= Beginning of Section =

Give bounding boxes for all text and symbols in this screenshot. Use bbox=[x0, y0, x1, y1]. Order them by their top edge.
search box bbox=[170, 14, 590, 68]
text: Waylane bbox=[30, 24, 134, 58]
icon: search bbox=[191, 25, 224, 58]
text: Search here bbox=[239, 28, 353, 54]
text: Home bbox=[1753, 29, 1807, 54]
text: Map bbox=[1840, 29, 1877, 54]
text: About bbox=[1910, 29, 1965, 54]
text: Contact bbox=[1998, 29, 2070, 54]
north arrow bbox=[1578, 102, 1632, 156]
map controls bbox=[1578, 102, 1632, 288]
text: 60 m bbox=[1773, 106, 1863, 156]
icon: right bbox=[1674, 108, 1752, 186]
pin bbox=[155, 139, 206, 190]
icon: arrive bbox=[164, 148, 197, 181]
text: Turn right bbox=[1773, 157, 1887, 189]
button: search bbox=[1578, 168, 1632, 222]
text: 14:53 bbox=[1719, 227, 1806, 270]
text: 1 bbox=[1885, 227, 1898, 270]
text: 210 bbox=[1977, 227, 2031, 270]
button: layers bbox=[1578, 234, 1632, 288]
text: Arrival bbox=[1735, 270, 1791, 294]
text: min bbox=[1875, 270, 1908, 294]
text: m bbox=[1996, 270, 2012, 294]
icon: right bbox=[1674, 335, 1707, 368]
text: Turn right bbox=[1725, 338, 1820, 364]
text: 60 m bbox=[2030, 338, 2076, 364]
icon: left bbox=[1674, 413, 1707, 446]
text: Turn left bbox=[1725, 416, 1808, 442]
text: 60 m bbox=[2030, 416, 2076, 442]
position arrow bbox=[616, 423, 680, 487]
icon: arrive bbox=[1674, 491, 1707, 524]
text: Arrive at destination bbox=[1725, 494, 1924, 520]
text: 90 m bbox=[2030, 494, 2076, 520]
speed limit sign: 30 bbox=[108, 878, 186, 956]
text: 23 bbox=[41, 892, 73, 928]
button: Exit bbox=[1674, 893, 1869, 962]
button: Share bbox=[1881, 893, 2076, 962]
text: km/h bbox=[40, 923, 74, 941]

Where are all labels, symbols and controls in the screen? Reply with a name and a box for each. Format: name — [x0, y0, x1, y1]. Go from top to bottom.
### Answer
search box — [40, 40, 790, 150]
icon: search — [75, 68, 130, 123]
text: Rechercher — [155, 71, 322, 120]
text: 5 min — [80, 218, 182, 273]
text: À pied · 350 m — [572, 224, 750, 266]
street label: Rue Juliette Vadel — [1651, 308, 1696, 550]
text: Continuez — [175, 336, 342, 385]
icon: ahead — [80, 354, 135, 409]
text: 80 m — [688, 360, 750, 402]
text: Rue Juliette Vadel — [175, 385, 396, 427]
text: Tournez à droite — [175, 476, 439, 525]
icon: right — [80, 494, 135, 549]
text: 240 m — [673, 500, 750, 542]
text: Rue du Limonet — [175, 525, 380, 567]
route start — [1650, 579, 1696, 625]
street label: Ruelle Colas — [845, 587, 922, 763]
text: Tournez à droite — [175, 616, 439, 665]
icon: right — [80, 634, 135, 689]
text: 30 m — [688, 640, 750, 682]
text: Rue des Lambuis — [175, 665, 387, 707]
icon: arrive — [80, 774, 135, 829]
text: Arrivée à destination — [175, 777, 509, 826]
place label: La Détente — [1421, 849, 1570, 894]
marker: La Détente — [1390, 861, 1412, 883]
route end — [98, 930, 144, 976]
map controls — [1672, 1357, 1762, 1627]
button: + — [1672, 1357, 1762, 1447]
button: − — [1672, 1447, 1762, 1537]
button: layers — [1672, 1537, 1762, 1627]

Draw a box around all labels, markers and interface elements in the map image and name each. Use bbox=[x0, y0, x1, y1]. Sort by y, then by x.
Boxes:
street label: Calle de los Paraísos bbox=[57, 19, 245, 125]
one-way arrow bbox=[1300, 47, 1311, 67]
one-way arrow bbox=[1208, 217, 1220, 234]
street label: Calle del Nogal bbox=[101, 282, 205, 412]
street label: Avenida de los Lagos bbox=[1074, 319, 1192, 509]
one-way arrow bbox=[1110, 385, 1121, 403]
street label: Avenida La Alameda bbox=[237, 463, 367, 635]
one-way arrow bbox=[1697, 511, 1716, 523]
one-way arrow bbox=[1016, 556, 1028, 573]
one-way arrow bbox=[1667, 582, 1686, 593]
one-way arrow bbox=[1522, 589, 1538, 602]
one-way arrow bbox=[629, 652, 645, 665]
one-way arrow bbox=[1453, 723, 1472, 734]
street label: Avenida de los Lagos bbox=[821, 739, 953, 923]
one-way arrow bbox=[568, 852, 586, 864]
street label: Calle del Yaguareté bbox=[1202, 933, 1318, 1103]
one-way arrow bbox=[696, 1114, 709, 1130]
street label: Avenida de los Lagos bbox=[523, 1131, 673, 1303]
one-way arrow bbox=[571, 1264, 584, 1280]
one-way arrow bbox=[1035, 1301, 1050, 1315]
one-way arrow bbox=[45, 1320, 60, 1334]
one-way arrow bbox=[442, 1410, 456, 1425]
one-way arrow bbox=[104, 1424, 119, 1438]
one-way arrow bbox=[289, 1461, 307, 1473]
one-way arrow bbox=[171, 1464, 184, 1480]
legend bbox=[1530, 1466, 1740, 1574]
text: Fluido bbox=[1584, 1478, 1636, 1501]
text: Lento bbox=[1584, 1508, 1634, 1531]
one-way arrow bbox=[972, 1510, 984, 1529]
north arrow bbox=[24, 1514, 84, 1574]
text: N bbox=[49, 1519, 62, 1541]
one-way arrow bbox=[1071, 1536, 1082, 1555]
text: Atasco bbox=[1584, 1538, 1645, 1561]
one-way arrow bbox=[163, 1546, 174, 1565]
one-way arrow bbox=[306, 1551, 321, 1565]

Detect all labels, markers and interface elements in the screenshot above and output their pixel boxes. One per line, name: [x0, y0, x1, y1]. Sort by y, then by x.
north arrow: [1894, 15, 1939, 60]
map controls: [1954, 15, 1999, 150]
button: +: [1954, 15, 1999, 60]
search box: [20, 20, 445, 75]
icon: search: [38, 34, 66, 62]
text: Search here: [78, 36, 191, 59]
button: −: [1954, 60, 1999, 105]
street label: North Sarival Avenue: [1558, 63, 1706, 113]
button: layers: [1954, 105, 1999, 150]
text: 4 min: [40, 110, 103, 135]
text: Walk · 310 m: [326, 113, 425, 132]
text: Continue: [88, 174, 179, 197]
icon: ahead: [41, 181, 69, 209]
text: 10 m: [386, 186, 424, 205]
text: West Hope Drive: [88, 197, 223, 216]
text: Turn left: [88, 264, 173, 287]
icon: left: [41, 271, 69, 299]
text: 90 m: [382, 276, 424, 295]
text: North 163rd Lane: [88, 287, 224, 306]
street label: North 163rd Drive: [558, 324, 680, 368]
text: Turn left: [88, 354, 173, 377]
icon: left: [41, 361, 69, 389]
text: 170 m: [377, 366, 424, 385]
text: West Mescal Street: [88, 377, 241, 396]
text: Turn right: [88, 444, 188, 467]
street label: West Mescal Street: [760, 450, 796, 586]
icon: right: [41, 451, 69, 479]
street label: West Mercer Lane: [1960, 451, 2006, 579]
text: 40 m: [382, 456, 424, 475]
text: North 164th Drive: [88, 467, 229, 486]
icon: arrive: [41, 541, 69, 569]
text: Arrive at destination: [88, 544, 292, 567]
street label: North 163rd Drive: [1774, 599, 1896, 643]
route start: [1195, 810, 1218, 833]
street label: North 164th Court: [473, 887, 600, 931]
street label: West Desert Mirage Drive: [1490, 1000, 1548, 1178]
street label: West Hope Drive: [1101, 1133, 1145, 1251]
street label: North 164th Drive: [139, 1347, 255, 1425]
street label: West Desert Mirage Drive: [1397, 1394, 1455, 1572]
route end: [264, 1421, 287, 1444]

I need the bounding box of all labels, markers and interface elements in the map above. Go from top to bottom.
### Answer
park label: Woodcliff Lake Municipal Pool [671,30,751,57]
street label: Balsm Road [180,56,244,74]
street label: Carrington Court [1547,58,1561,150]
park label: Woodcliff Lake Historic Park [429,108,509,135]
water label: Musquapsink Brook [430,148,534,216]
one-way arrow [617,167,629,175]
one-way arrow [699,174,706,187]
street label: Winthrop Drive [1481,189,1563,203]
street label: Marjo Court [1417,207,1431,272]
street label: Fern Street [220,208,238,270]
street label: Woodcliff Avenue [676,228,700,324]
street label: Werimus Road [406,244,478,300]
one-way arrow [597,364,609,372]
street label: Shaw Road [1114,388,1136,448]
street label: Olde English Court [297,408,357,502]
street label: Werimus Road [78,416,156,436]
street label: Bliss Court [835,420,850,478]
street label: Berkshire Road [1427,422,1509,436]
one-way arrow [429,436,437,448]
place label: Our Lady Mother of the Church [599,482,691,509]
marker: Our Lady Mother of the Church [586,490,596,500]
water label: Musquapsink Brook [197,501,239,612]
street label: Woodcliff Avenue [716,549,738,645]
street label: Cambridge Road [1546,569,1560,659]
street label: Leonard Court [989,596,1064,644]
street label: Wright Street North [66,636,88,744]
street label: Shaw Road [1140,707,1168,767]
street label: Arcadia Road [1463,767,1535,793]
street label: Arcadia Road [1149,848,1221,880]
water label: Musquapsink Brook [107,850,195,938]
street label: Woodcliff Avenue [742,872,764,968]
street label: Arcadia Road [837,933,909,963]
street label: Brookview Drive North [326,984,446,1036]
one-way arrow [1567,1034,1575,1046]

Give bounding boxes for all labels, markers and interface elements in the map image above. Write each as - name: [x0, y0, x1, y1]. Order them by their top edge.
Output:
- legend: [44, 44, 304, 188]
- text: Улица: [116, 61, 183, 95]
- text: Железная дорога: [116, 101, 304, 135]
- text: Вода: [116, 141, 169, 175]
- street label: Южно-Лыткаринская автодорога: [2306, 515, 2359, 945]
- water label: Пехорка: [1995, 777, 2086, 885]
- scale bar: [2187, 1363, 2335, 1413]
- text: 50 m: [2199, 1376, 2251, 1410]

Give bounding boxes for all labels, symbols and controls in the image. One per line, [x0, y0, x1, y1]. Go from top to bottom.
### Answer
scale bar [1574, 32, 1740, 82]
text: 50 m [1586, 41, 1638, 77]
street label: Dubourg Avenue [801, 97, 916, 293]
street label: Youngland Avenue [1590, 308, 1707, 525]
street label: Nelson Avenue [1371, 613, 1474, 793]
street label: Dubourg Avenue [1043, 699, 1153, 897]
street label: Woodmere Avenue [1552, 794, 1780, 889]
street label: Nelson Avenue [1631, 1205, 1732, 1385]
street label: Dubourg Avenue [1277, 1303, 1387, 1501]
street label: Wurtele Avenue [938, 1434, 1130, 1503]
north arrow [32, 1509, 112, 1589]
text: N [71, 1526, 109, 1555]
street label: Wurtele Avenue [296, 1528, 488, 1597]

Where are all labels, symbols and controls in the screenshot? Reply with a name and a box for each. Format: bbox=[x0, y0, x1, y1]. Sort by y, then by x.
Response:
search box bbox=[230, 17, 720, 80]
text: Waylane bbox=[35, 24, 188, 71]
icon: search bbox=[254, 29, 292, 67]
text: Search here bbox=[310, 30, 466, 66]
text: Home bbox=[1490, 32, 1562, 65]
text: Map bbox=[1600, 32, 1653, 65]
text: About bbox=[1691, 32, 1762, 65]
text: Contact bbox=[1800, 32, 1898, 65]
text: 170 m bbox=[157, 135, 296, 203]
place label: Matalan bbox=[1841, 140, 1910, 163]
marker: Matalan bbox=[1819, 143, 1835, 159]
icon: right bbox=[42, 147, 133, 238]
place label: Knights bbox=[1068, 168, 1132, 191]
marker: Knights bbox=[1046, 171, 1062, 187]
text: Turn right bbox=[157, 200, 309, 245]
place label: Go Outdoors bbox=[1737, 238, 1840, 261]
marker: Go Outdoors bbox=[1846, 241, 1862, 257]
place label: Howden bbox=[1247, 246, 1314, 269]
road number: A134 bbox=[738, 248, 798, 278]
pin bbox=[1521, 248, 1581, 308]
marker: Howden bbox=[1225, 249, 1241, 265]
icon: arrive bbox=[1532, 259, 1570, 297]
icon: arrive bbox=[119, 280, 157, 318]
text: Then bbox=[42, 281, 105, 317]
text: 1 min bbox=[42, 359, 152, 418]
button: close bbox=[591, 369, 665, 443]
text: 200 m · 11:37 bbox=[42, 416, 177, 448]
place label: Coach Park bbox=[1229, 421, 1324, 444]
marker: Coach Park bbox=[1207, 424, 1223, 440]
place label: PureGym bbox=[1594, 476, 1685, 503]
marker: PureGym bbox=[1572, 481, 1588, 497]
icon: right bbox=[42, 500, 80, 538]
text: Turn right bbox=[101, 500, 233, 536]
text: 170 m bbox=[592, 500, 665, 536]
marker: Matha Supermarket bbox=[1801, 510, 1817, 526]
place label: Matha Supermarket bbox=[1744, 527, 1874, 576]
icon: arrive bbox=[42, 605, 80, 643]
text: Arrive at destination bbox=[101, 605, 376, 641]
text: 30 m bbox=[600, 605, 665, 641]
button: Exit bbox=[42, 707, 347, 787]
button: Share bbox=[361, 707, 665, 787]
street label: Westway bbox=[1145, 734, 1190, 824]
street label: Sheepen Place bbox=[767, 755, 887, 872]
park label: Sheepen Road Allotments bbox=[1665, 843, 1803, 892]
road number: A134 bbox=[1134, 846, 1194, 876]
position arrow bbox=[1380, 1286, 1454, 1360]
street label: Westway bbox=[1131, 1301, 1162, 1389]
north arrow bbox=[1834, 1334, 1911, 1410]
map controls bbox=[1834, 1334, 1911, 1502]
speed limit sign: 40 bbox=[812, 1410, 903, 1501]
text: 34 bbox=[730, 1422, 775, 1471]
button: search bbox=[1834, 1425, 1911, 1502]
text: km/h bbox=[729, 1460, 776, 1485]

= End of Section =

Problem description> Copy each line in the listing where "Order" appears.

Output below>
Give bounding boxes for all text and symbols in this screenshot. Use bbox=[x0, y0, x1, y1]. Order them by their top edge.
Give bounding boxes for all labels, markers and interface elements in the map image above. Write each as - name: [x0, y0, x1, y1]. Order them by their top edge.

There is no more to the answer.